53 Cognitiva: 1. Relativa ao conhecimento, à cognição. 2. Relativa ao processo mental de percepção, memória, juízo e/ou raciocínio. 3. Diz-se de estados e processos relativos à identificação de um saber dedutível e à resolução de tarefas e problemas determinados. 4. Diz-se dos princípios classificatórios derivados de constatações, percepções e/ou ações que norteiam a passagem das representações simbólicas à experiência, e também da organização hierárquica e da utilização no pensamento e linguagem daqueles mesmos princípios.

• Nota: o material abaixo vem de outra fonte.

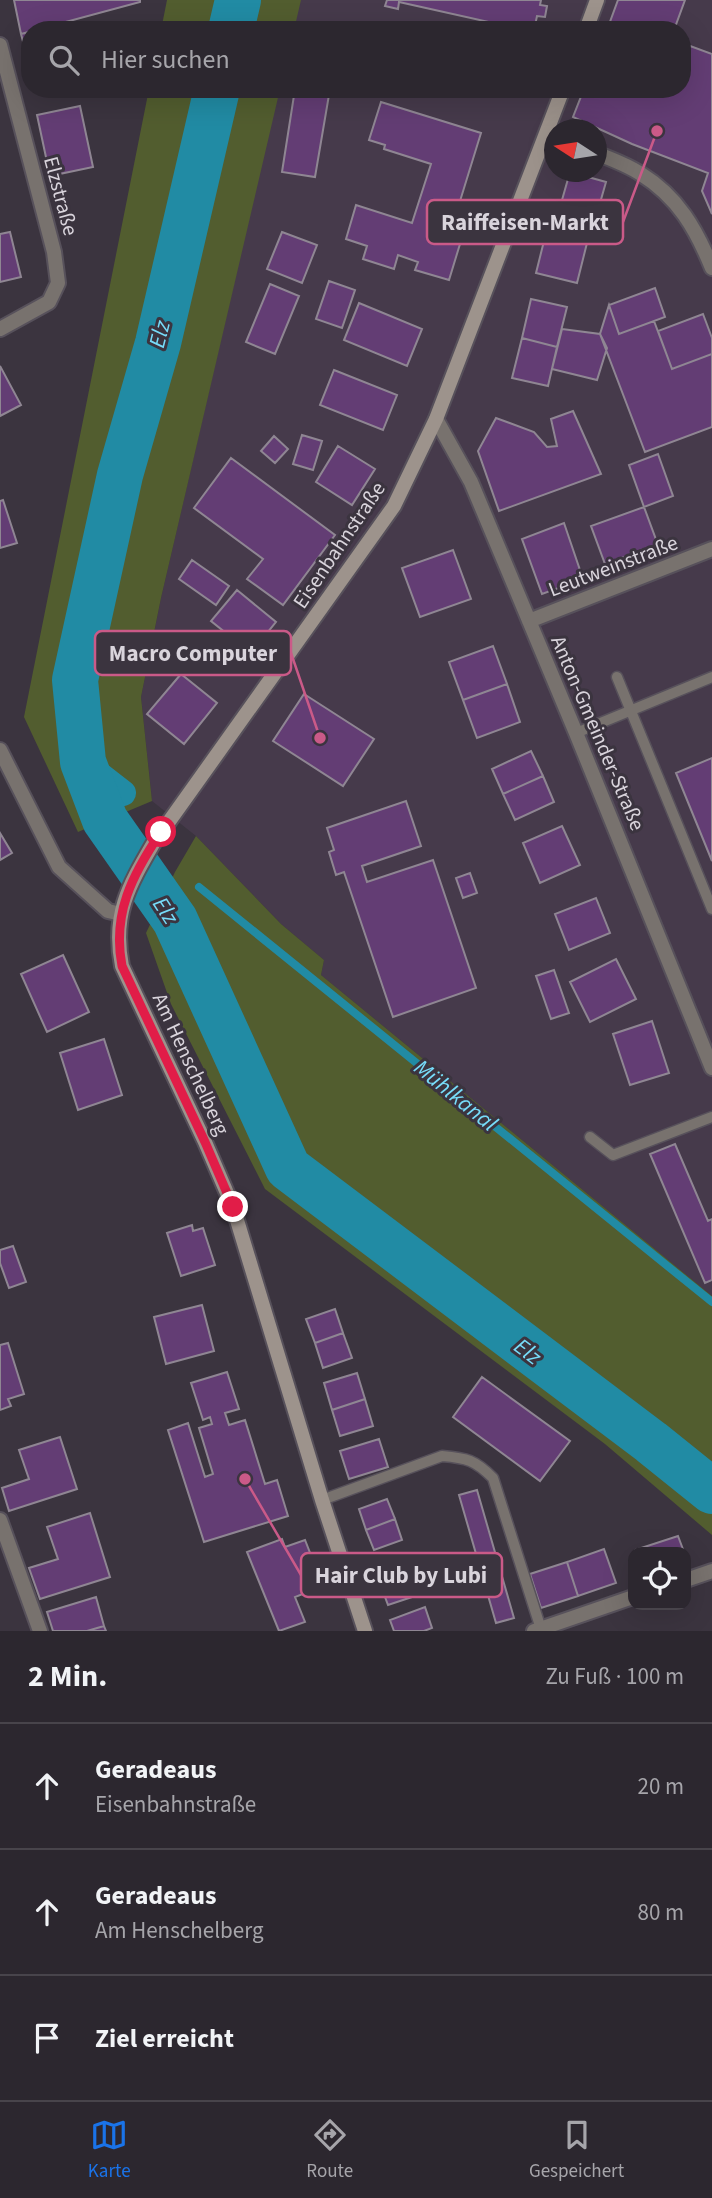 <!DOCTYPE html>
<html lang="de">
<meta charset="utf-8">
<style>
body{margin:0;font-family:"Source Sans 3",sans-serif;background:#38333b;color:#f1f3f6}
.controls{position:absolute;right:21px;bottom:21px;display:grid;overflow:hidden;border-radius:14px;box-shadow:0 7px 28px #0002}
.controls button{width:63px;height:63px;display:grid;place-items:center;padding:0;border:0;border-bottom:2px solid #48444b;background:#2c272f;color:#f1f3f6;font:35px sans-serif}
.compass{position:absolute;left:544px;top:119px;width:63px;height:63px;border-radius:50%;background:#2c272f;box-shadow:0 7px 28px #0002;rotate:282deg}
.stop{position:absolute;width:21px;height:21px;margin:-16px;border:5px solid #e11d48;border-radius:50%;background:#fff}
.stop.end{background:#e11d48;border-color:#fff;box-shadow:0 2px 7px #0008}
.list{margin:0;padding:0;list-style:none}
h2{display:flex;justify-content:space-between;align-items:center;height:91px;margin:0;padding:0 28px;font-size:30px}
h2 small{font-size:23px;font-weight:400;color:#a6a5aa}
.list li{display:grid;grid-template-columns:46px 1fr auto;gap:21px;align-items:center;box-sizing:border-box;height:126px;padding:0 28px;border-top:2px solid #48444b}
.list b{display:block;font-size:26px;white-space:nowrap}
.list p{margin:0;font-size:23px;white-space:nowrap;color:#a6a5aa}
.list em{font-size:23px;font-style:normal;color:#a6a5aa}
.icon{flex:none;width:38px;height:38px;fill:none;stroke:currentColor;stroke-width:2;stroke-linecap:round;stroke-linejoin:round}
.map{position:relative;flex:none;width:712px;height:1631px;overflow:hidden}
.search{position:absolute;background:#2c272f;box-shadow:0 7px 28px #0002;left:21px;right:21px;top:21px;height:77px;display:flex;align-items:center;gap:18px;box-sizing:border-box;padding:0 24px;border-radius:28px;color:#a6a5aa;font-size:26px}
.sheet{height:469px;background:#2c272f}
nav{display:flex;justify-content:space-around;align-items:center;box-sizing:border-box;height:98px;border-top:2px solid #48444b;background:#2c272f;font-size:19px;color:#a6a5aa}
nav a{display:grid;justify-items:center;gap:4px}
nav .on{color:#1a73e8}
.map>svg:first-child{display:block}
.built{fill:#463a4b;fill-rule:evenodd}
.green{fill:#525d2f}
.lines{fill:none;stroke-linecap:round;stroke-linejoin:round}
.stream{stroke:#218ba4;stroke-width:8}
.canal{stroke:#218ba4;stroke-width:26}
.river{stroke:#218ba4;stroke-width:46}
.building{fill:#633d74;stroke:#8f8693;stroke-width:2}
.service-casing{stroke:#57515b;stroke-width:13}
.minor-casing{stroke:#57515b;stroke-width:18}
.secondary-casing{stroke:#57515b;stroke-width:18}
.service{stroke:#78726e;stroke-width:10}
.minor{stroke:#78726e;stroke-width:14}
.secondary{stroke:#9d938c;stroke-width:14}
.route{stroke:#e11d48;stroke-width:9}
.labels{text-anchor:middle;stroke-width:6;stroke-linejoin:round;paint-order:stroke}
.street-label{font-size:21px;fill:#d9d4dc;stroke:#3b343f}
.water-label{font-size:23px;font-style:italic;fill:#77dcf9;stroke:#3b343f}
.leader{fill:none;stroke:#ca5a88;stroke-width:2.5}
.callout-dot{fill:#ca5a88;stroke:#3b343f;stroke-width:2.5}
.callout{fill:#3b343f;stroke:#ca5a88;stroke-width:2.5}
.callout-label{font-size:23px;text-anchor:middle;font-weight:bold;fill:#d9d4dc}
</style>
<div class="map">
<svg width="712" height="1631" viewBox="0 0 712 1631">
<rect width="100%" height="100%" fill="#3b343f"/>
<!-- built -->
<path class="built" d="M300 0H712V1296L321 975 324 960 281 924 196 836 152 801 141 697 161 598 279 89H682V30H293ZM554 130H596V172H554Z"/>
<!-- green -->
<path class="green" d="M167 0H301L294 30H161Z
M149 89H280L161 598 141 697 152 801 78 832 24 717Z
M196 836 281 924 324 960 321 975 712 1296V1535L605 1444 265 1189 171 1004 146 933 175 872Z"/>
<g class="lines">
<!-- stream -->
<path class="stream" d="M199 887 712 1302"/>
<!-- canal -->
<path class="canal" d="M83 762 123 793"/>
<!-- river -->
<path class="river" d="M231 30 238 0
M217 89 158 343 120 475 75 680 83 762 105 820 175 920 288 1168 651 1442 712 1491"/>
</g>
<!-- building -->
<path class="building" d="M14 0H140V2L21 34Z
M387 0H541L540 5 547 6 545 17 537 16 534 30H525L399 2 398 9 385 6Z
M618 0H685L674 30H607Z
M30 32V68L21 34Z
M682 43 712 54V214L702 191 708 173 632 144 573 117 584 89H682Z
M295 89H330L315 177 282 172Z
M381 102 481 133 448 240 460 244 449 280 415 270 418 262 398 255 394 269 363 259 367 246 346 239 356 205 412 223 431 164 384 149 385 145 369 140Z
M80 106 93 167 50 176 37 115Z
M570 172 606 182 596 217 560 207Z
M547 229 588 239 577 283 536 273Z
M10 232 21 277 0 282V234Z
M282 232 317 245 302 283 267 269Z
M329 281 355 290 342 328 316 319Z
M270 284 299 296 275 354 246 342Z
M655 288 665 317 619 334 609 305Z
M531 299 567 307 557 347 522 338Z
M359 303 422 329 407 366 344 340Z
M609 305 619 334 654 321 672 369 712 354V427L645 452 600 334Z
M703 314 712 338V354L672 369 658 331Z
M562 329 600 334 607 348 597 380 552 369Z
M522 338 557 347 548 386 512 378Z
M0 366 21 405 0 416Z
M334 370 397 395 383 430 320 405Z
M573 411 601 474 499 511 478 451 496 418 534 432 547 447 557 446 551 419Z
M302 435 322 441 313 470 293 464Z
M274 436 288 449 275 463 261 451Z
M338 446 375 469 352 505 316 482Z
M658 454 673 496 644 507 629 465Z
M231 458 335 535 283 605 247 579 263 559 194 508Z
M3 500 17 543 0 548V501Z
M644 507 658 545 605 564 591 526Z
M564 523 583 579 542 594 522 539Z
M453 550 471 599 420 617 402 568Z
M192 560 229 586 216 605 179 579Z
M237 590 276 622 251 653 211 621Z
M493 646 507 684 463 700 449 662Z
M181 674 217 703 184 744 147 714Z
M507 684 520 722 477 738 463 700Z
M304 694 374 739 343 786 273 741Z
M531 751 543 776 503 794 492 769Z
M712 758V861L676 773Z
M543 776 554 802 515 820 503 794Z
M406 801 421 846 362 866 367 882 433 860 476 988 393 1017 344 872 336 875 329 852 334 850 327 828Z
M562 826 580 865 540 883 523 843Z
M0 833 12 853 0 860Z
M470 873 477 893 463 898 456 878Z
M596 898 610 933 569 950 555 914Z
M63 955 89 1012 47 1032 21 974Z
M616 959 636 999 590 1022 570 982Z
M554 970 569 1013 551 1019 536 976Z
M652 1021 669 1073 630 1085 613 1034Z
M104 1039 122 1095 78 1110 60 1053Z
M675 1144 708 1221 712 1219V1280L705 1283 650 1154Z
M192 1225 193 1231 203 1228 215 1265 181 1276 167 1233Z
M13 1246 26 1282 9 1288 0 1263V1250Z
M202 1305 214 1351 166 1364 154 1317Z
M335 1309 343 1333 315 1343 306 1319Z
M343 1333 352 1358 323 1368 315 1343Z
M8 1343 24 1394 8 1399 11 1406 0 1410V1345Z
M227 1372 239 1409 225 1413 229 1425 245 1420 265 1484 277 1480 288 1516 204 1542 168 1430 188 1423 205 1477 213 1474 199 1428 212 1424 210 1417 203 1420 191 1383Z
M357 1373 365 1399 332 1410 324 1383Z
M482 1377 570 1441 540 1481 453 1417Z
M365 1399 373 1426 340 1436 332 1410Z
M60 1437 77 1489 9 1511 2 1488 29 1479 19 1450Z
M379 1439 388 1467 349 1479 340 1451Z
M477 1490 514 1618 496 1623 459 1495Z
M387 1499 395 1519 366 1530 359 1509Z
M90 1513 110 1577 40 1599 29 1568 58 1559 47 1527Z
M395 1519 402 1540 374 1550 366 1530Z
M678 1536 684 1552H635V1550Z
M282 1539 285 1547 305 1540 323 1586 295 1597 305 1622 279 1631 247 1552Z
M604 1549 616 1583 578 1596 567 1562Z
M567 1562 578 1596 541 1608 530 1574Z
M412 1575 418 1595 388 1605 381 1586Z
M96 1597 104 1626 87 1631H53L47 1612Z
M425 1607 432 1628 424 1631H394L390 1620Z
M104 1626 106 1631H87Z"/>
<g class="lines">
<defs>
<path id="service" d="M617 677 712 909
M576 733 712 677
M590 1137 613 1155 712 1117
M322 1500 442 1456C467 1458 475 1460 493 1478L541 1629"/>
<path id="minor" d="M0 45 54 252 58 283 49 302 0 329
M596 153C611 159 628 165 641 174 678 197 696 229 712 268
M436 419 471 482 576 733 712 1068
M529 621 712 549
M0 750 59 867 108 911 121 914
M0 1520 40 1631
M686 1580 712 1571
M534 1631 633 1597"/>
<path id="secondary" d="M586 30 597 0
M365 1631 322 1500 233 1207 205 1142 122 966C112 915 128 887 153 844L394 506 436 419 563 89"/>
</defs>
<!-- service casing -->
<use href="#service" class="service-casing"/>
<!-- minor casing -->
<use href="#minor" class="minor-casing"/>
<!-- secondary casing -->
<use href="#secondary" class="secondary-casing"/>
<!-- service -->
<use href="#service" class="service"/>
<!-- minor -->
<use href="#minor" class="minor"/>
<!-- secondary -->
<use href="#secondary" class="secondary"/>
</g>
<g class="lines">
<!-- route -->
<path class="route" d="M161 832C132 875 112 914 122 966L205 1142 233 1207"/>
</g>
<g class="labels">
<!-- street labels -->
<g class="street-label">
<text transform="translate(61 196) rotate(75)" y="7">Elzstraße</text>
<text transform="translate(339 545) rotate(-56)" y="7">Eisenbahnstraße</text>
<text transform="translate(613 566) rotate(-21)" y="7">Leutweinstraße</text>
<text transform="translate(598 733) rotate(67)" y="7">Anton-Gmeinder-Straße</text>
<text transform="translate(191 1064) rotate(65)" y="7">Am Henschelberg</text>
</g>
<!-- water labels -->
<g class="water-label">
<text transform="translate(159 334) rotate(-76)" y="8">Elz</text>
<text transform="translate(166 910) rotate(57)" y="8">Elz</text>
<text transform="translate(456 1095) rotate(39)" y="8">Mühlkanal</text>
<text transform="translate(528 1351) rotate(37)" y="8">Elz</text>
</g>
</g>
<!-- callouts -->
<path class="leader" d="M657 131L623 222M320 738L291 653M245 1479L301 1575"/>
<g class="callout-dot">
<circle cx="657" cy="131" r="7"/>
<circle cx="320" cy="738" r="7"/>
<circle cx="245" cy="1479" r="7"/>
</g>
<g class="callout">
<rect x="427" y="200" width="196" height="44" rx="7"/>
<rect x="95" y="631" width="196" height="44" rx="7"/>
<rect x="301" y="1553" width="201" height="44" rx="7"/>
</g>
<g class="callout-label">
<text x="525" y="230">Raiffeisen-Markt</text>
<text x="193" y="661">Macro Computer</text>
<text x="401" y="1583">Hair Club by Lubi</text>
</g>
</svg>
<div class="controls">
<button><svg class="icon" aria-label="locate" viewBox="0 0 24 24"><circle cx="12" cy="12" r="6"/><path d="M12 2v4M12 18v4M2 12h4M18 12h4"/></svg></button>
</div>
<svg class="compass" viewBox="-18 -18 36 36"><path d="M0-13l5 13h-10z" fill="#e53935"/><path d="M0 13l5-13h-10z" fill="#a6a5aa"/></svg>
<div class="stop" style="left:161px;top:832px"></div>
<div class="stop end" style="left:233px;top:1207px"></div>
<div class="search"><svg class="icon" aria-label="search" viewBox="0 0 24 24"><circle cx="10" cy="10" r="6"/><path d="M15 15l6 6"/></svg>Hier suchen</div>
</div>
<section class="sheet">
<h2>2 Min.<small>Zu Fuß · 100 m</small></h2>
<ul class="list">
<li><svg class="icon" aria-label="ahead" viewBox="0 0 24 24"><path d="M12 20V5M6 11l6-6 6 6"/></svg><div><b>Geradeaus</b><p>Eisenbahnstraße</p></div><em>20 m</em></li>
<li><svg class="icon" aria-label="ahead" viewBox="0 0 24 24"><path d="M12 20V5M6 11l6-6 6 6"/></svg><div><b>Geradeaus</b><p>Am Henschelberg</p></div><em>80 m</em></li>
<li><svg class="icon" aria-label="arrive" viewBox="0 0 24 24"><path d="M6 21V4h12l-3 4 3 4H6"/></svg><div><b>Ziel erreicht</b></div></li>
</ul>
</section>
<nav>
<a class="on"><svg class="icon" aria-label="map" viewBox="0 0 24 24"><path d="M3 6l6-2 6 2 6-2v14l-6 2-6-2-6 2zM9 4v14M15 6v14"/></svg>Karte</a>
<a><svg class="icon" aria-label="directions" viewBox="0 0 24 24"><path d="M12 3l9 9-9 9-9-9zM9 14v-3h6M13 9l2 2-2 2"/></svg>Route</a>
<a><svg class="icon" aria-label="saved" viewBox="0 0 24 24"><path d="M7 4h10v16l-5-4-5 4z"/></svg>Gespeichert</a>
</nav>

54 Inchaço: Inchação, edema.
55 Febre: É a elevação da temperatura do corpo acima dos valores normais para o indivíduo. São aceitos como valores de referência indicativos de febre: temperatura axilar ou oral acima de 37,5°C e temperatura retal acima de 38°C. A febre é uma reação do corpo contra patógenos.
56 Sedentarismo: Qualidade de quem ou do que é sedentário, ou de quem tem vida e/ou hábitos sedentários. Sedentário é aquele que se exercita pouco, que não se movimenta muito.